RECORD EXTRACTS
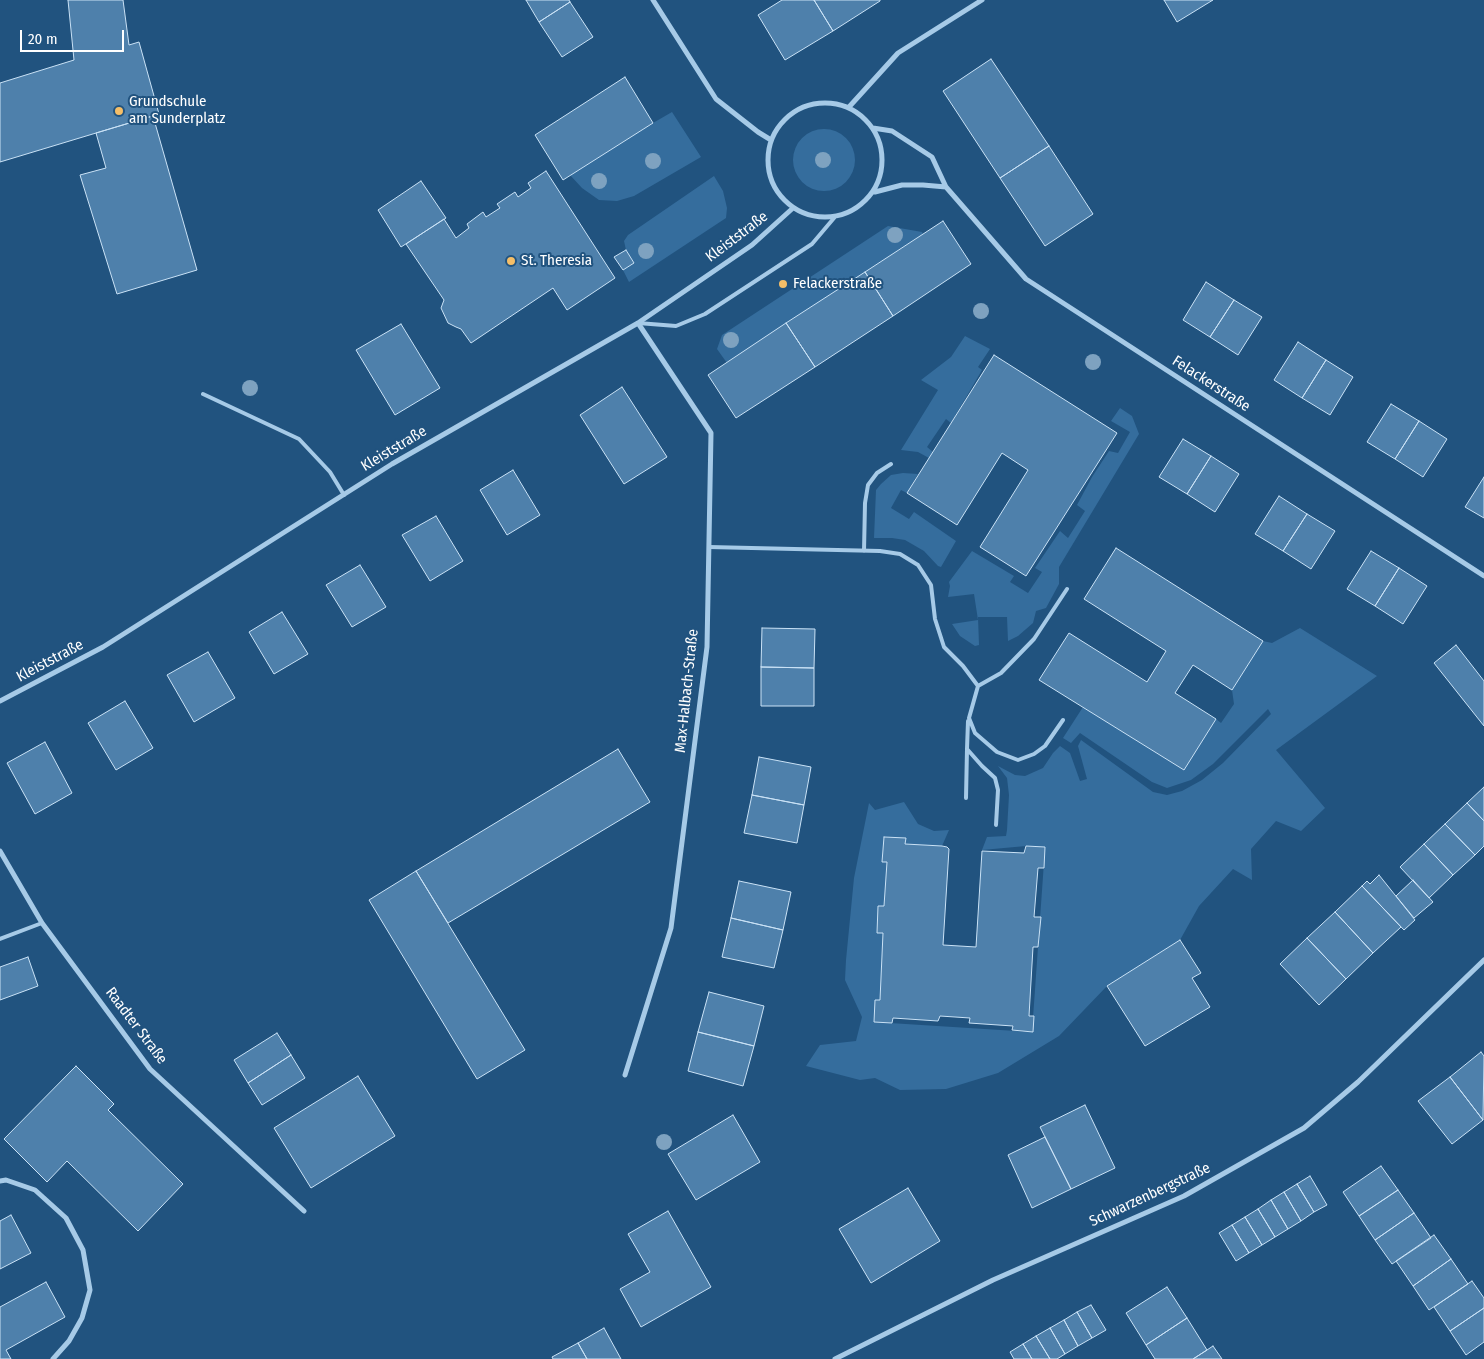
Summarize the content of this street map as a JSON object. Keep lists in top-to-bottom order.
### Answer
{
  "streets": {
    "street": [
      "Kleiststraße",
      "Felackerstraße",
      "Max-Halbach-Straße",
      "Raadter Straße",
      "Schwarzenbergstraße"
    ]
  },
  "crossings": [
    ["Kleiststraße", "Felackerstraße"],
    ["Kleiststraße", "Max-Halbach-Straße"]
  ],
  "places": ["Grundschule am Sunderplatz", "St. Theresia", "Felackerstraße"],
  "scale_bar": "20 m"
}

DESCRIPTION OF THE TASK
Leave every picture out and output the records exactly.

EXPECTED OUTPUT
Summarize the content of this street map as a JSON object. Keep lists in top-to-bottom order.
### Answer
{
  "streets": {
    "street": [
      "Kleiststraße",
      "Felackerstraße",
      "Max-Halbach-Straße",
      "Raadter Straße",
      "Schwarzenbergstraße"
    ]
  },
  "crossings": [
    ["Kleiststraße", "Felackerstraße"],
    ["Kleiststraße", "Max-Halbach-Straße"]
  ],
  "places": ["Grundschule am Sunderplatz", "St. Theresia", "Felackerstraße"],
  "scale_bar": "20 m"
}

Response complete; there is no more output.